The court received evidence of a consultation by the Professional Deputies Forum, which found that sex services were requested by some clients and arranged for them, but deputies had concerns about liabilities of carers under the Sexual Offences Act 2003. The court also considered evidence from a charity which vets sex workers and provides support for people with disabilities to access their services.

The question was whether making the arrangements was prohibited by s 39(a) SOA 2003 – whether this amounted to intentionally causing or inciting another person to engage in sexual activity.

It was argued on behalf of C and the local authority that assistance with making practical arrangements to contact, visit and pay a sex worker fell outside s 39 SOA 2003. The Secretary of State argued that making such arrangements was prohibited by s 39 SOA 2003.

The Secretary of State also argued that the State through its care services should not facilitate or encourage prostitution, referring to the Code for Crown Prosecutors, stating the public interest aims that “Those who sell sex should not be routinely prosecuted as offenders” but “the emphasis should be to encourage them to… find routes out of prostitution”. 

The Judgment

Hayden J held that s 39 SOA 2003, on its natural and obvious meaning, did not apply to the making of the arrangements contemplated.

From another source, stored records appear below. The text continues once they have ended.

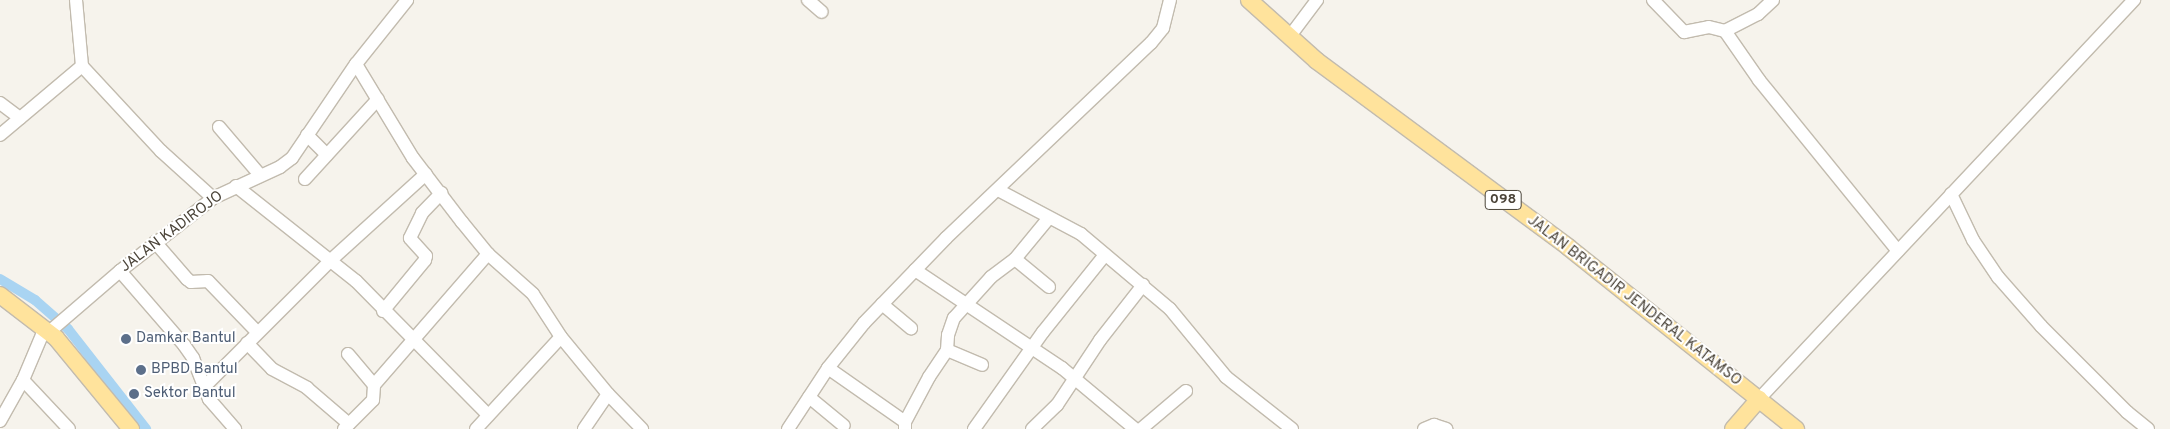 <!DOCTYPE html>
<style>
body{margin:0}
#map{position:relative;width:2170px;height:429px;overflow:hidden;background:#f6f3ec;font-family:Overpass,sans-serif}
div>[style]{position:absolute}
.canal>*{height:10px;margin:-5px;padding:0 5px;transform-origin:5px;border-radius:5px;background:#a9d4f2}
.roads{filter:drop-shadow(1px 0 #c2bbae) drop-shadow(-1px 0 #c2bbae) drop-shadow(0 1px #c2bbae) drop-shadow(0 -1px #c2bbae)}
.minor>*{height:12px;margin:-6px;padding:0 6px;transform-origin:6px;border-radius:6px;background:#fff}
.major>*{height:16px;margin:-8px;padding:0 8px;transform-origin:8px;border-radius:8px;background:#ffe39c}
.dots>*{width:14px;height:14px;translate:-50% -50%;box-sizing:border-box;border:2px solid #fff;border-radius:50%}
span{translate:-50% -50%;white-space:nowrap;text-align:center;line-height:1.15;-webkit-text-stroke:4px #fff;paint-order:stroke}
.shield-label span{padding:1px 4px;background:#fff;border:1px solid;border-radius:4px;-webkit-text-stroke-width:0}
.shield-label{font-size:14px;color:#4b4439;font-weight:700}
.street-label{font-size:15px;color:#4b4439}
.service-label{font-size:15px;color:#4e5e75}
.left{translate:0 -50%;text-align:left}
</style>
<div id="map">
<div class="canal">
<div style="left:0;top:279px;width:41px;rotate:31deg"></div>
<div style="left:35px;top:300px;width:44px;rotate:41.3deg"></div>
<div style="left:68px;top:329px;width:127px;rotate:52deg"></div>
</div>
<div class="roads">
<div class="minor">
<div style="left:76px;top:0;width:66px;rotate:84.8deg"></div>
<div style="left:808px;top:0;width:18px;rotate:41deg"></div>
<div style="left:1653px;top:0;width:45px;rotate:45.9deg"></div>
<div style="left:1684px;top:32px;width:25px;rotate:-11deg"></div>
<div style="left:1709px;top:27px;width:16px;rotate:14deg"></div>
<div style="left:1773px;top:0;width:21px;rotate:137deg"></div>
<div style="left:1758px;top:14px;width:37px;rotate:153deg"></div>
<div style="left:1725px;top:31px;width:60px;rotate:55.2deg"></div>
<div style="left:1759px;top:80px;width:220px;rotate:50.9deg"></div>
<div style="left:1290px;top:36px;width:45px;rotate:-53.1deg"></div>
<div style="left:356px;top:64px;width:110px;rotate:58.8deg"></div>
<div style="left:413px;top:158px;width:81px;rotate:52.6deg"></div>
<div style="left:462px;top:222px;width:41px;rotate:50.9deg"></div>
<div style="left:488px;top:254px;width:60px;rotate:41.6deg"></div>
<div style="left:533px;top:294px;width:51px;rotate:56.9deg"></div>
<div style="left:561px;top:337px;width:74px;rotate:50.5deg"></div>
<div style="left:608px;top:394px;width:49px;rotate:45.8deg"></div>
<div style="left:0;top:103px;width:25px;rotate:37deg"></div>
<div style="left:219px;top:127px;width:63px;rotate:49.5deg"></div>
<div style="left:0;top:135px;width:107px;rotate:-40.1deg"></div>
<div style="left:82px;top:66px;width:116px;rotate:47.1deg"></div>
<div style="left:161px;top:151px;width:70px;rotate:42.1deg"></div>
<div style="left:307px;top:135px;width:28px;rotate:45deg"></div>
<div style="left:305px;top:179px;width:108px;rotate:-47.6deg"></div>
<div style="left:236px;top:186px;width:153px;rotate:38.4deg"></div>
<div style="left:356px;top:281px;width:188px;rotate:45.4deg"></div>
<div style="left:998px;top:190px;width:94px;rotate:27.9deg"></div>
<div style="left:1081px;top:234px;width:116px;rotate:40.1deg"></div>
<div style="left:1170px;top:309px;width:88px;rotate:50.5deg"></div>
<div style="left:1226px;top:377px;width:84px;rotate:38.2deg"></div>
<div style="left:1951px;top:194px;width:51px;rotate:64.4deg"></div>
<div style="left:1973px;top:240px;width:45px;rotate:56deg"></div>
<div style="left:1998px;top:277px;width:65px;rotate:48.7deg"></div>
<div style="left:2041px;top:326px;width:122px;rotate:45deg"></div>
<div style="left:2127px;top:412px;width:27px;rotate:39deg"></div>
<div style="left:155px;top:242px;width:49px;rotate:49.1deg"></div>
<div style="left:187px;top:279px;width:5px;rotate:37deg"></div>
<div style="left:191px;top:282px;width:17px;rotate:-3deg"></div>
<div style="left:208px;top:281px;width:71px;rotate:46.1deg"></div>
<div style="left:1015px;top:259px;width:44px;rotate:39.5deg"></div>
<div style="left:915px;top:270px;width:177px;rotate:33.7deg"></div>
<div style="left:1062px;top:368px;width:95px;rotate:39.9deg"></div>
<div style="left:120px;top:271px;width:98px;rotate:49.1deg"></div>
<div style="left:184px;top:345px;width:16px;rotate:55deg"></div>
<div style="left:193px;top:358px;width:44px;rotate:68.7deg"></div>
<div style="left:209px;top:399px;width:40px;rotate:49deg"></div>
<div style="left:882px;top:304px;width:38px;rotate:40deg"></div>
<div style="left:383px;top:311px;width:66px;rotate:-50.5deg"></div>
<div style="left:425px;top:260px;width:4px;rotate:-76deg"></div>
<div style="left:426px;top:256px;width:24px;rotate:-132deg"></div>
<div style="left:410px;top:238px;width:28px;rotate:-64deg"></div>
<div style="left:422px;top:213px;width:28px;rotate:-46deg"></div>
<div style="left:49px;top:332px;width:94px;rotate:-40.7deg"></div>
<div style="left:120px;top:271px;width:118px;rotate:-38.1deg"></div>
<div style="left:213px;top:198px;width:74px;rotate:-24.8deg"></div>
<div style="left:280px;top:167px;width:15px;rotate:-37deg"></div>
<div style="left:292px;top:158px;width:114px;rotate:-55.8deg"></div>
<div style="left:356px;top:64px;width:82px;rotate:-51.4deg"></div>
<div style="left:247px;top:343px;width:36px;rotate:46deg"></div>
<div style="left:272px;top:369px;width:40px;rotate:28deg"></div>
<div style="left:307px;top:388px;width:55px;rotate:40.6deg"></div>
<div style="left:947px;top:350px;width:38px;rotate:23deg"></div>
<div style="left:348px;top:354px;width:40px;rotate:50deg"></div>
<div style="left:828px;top:368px;width:94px;rotate:35deg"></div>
<div style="left:23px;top:380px;width:56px;rotate:-67.1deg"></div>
<div style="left:204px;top:387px;width:180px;rotate:-45deg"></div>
<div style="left:331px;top:260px;width:128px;rotate:-42.2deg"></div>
<div style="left:809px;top:397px;width:45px;rotate:39.6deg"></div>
<div style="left:1759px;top:399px;width:548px;rotate:-46.78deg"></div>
<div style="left:0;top:421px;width:47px;rotate:-60.7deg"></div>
<div style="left:23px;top:380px;width:67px;rotate:46.8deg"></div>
<div style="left:344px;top:429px;width:41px;rotate:-45deg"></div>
<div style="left:373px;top:400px;width:15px;rotate:-86deg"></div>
<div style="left:374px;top:385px;width:174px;rotate:-49deg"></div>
<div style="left:476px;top:429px;width:125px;rotate:-47.3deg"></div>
<div style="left:584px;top:429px;width:42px;rotate:-55.6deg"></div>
<div style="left:788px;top:429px;width:73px;rotate:-56.7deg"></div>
<div style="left:828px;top:368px;width:58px;rotate:-51.3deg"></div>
<div style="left:864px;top:323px;width:118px;rotate:-46deg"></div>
<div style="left:946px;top:238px;width:283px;rotate:-43.6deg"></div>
<div style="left:1151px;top:43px;width:19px;rotate:-51deg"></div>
<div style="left:1163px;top:28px;width:29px;rotate:-76deg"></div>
<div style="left:905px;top:429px;width:7px;rotate:-90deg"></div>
<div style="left:905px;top:422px;width:51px;rotate:-61.9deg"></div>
<div style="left:929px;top:377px;width:32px;rotate:-56deg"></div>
<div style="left:947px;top:350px;width:15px;rotate:-86deg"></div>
<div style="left:948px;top:335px;width:18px;rotate:-71deg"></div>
<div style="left:954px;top:318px;width:55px;rotate:-47.9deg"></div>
<div style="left:991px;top:277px;width:30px;rotate:-37deg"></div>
<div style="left:1015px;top:259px;width:52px;rotate:-50.5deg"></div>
<div style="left:974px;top:429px;width:119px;rotate:-54.6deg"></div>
<div style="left:1043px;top:332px;width:99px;rotate:-51.2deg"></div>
<div style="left:1032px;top:429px;width:35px;rotate:-44deg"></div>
<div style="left:1057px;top:405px;width:78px;rotate:-56.5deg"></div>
<div style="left:1100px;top:340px;width:70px;rotate:-52deg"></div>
<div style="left:1141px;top:429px;width:59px;rotate:-40.2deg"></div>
<div style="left:1424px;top:429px;width:11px;rotate:-22deg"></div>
<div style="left:1434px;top:425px;width:13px;rotate:18deg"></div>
</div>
<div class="major">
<div style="left:1249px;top:0;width:91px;rotate:41.9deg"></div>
<div style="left:1317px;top:61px;width:312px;rotate:36.5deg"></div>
<div style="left:1568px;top:247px;width:292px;rotate:38.6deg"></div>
<div style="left:0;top:295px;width:71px;rotate:37.5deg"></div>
<div style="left:56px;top:338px;width:118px;rotate:50.5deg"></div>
<div style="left:1733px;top:429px;width:40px;rotate:-49deg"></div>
</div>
</div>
<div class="dots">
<div style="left:126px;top:339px;background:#5c6f8a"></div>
<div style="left:141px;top:370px;background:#5c6f8a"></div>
<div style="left:134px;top:394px;background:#5c6f8a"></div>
</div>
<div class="shield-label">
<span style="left:1503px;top:200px">098</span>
</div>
<div class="street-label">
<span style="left:172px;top:232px;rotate:-37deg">JALAN KADIROJO</span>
<span style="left:1634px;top:301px;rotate:38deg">JALAN BRIGADIR JENDERAL KATAMSO</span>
</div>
<div class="service-label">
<span class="left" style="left:136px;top:339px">Damkar Bantul</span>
<span class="left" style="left:151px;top:370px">BPBD Bantul</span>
<span class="left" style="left:144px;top:394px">Sektor Bantul</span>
</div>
</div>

He held that the objective of the law is not to prevent people with mental disorders from having sexual relationships but to criminalize the exploitation and abuse of such adults by those with whom they are in a relationship of trust.  (paragraph 42)

The judge held that on its correct construction therefore, s 39 SOA 2003 does not compromise Article 8 rights but that had he construed it as doing so he would have had little difficulty in interpreting it in a Convention compliant way. (paragraph 85)

As for the argument that the State should not encourage prostitution, this was extrapolating a moral obligation to actively discourage prostitution in all circumstances, which failed to recognize the autonomy of those involved.  (paragraph 72)


  • Central to the judgment is the recognition that, although SOA 2003 criminalizes some matters relating to prostitution, it is not unlawful for one adult to pay another for sex. On that background it must be correct that the “mischief” at which s 39 is aimed is where there is an element of abuse, and a wider interpretation would be, as the judge found, unjustifiable discrimination against persons with a mental disorder.   
  • The judgment contains an extremely useful insight into the way property and financial affairs deputies are responding to the wishes of clients for payments to be made for sex services. The consultation by the Professional Deputies Forum showed that such services requested by some clients proved beneficial to them.
  • Further useful insight is provided by the information about the “The Outsiders Trust” incorporating “TLC”, a charity for people with disabilities which focuses on education and support for the provision of sexual and intimate services, one of a number of disability rights charities which will provide advice and some support in relation to access to services of paid sex workers. TLC vets sex workers who apply to advertise on its website and sets out rules for the providers of the services and those who access their services (such as giving information and respectful conduct). Its chair, Professor De Than, gave evidence that she had also worked with local authorities, agencies and organizations to develop care plans and risk assessments for individuals being supported in their sexual expression.
  • The judge emphasized (in the context of considering aspects of the Act concerning children) the important principle that it is a fundamental error to conflate the circumstances of vulnerable adults with children.
  • This case does not directly address the situation where a person does not have capacity to decide whether or not to have contact with a sex worker (as opposed to the situation here where C was able to make that decision for himself - the best interests decisions were the steps to be taken to support him in relation to implementing it).
  • The decision-making on behalf of C as regards planning to visit a sex worker was not considered in this judgment.